## What this task involves
Nothing in the copy should be a picture; everything else in the listing is to be restated exactly.

════════

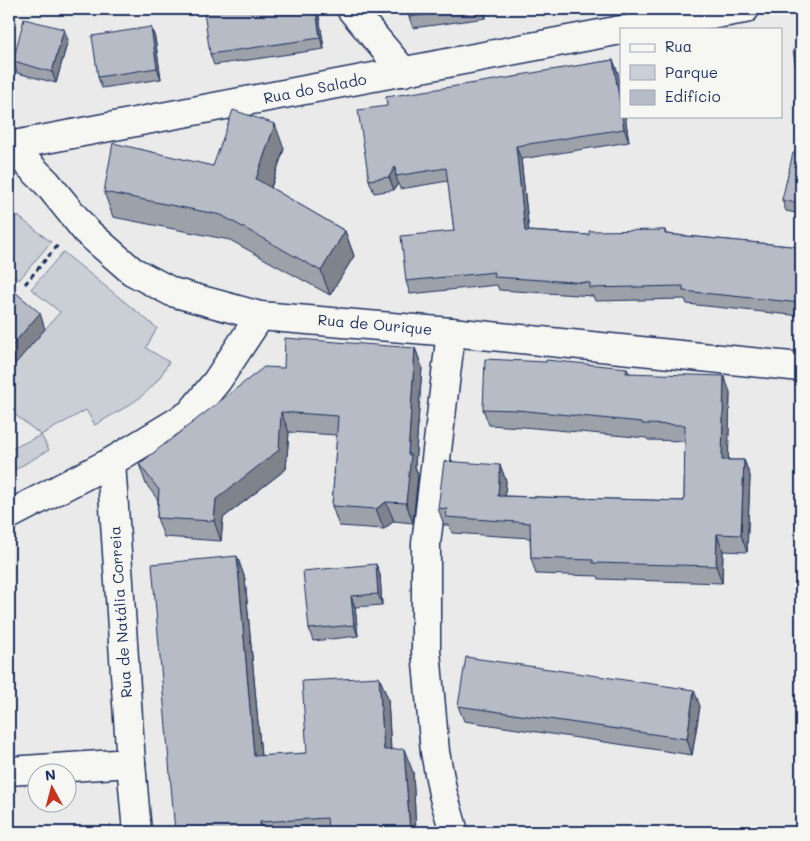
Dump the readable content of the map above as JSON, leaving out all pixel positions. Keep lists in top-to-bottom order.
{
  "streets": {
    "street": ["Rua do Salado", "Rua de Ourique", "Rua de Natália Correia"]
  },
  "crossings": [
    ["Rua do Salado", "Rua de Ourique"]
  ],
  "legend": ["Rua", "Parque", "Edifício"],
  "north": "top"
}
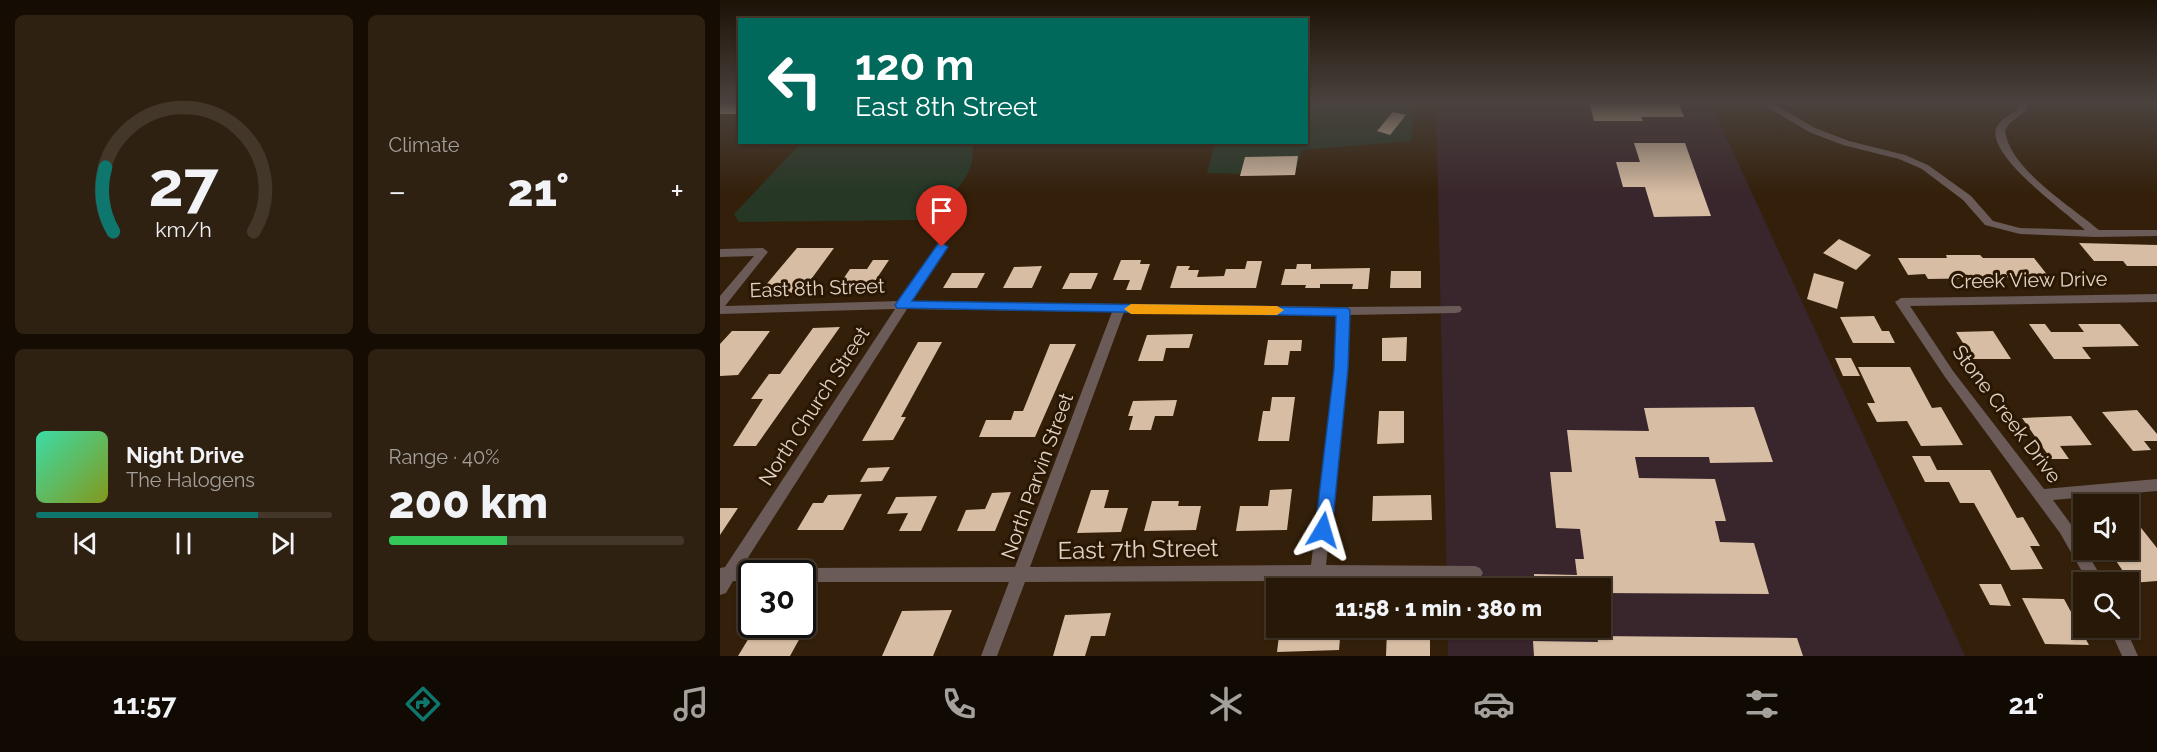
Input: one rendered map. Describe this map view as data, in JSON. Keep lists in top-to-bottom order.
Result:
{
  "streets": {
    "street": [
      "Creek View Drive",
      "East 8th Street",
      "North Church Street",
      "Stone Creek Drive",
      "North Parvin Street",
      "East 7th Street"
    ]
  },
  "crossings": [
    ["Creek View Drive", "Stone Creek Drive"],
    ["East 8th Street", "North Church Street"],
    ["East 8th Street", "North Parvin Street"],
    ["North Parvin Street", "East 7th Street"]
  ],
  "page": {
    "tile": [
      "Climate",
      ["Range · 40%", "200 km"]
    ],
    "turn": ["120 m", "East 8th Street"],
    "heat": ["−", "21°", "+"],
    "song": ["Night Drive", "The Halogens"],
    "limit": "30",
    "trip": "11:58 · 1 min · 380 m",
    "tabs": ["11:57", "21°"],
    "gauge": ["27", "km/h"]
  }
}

════════

## Output of the task
Dump the readable content of the map above as JSON, leaving out all pixel positions. Keep lists in top-to-bottom order.
{
  "streets": {
    "street": ["Rua do Salado", "Rua de Ourique", "Rua de Natália Correia"]
  },
  "crossings": [
    ["Rua do Salado", "Rua de Ourique"]
  ],
  "legend": ["Rua", "Parque", "Edifício"],
  "north": "top"
}
Input: one rendered map. Describe this map view as data, in JSON. Keep lists in top-to-bottom order.
Result:
{
  "streets": {
    "street": [
      "Creek View Drive",
      "East 8th Street",
      "North Church Street",
      "Stone Creek Drive",
      "North Parvin Street",
      "East 7th Street"
    ]
  },
  "crossings": [
    ["Creek View Drive", "Stone Creek Drive"],
    ["East 8th Street", "North Church Street"],
    ["East 8th Street", "North Parvin Street"],
    ["North Parvin Street", "East 7th Street"]
  ],
  "page": {
    "tile": [
      "Climate",
      ["Range · 40%", "200 km"]
    ],
    "turn": ["120 m", "East 8th Street"],
    "heat": ["−", "21°", "+"],
    "song": ["Night Drive", "The Halogens"],
    "limit": "30",
    "trip": "11:58 · 1 min · 380 m",
    "tabs": ["11:57", "21°"],
    "gauge": ["27", "km/h"]
  }
}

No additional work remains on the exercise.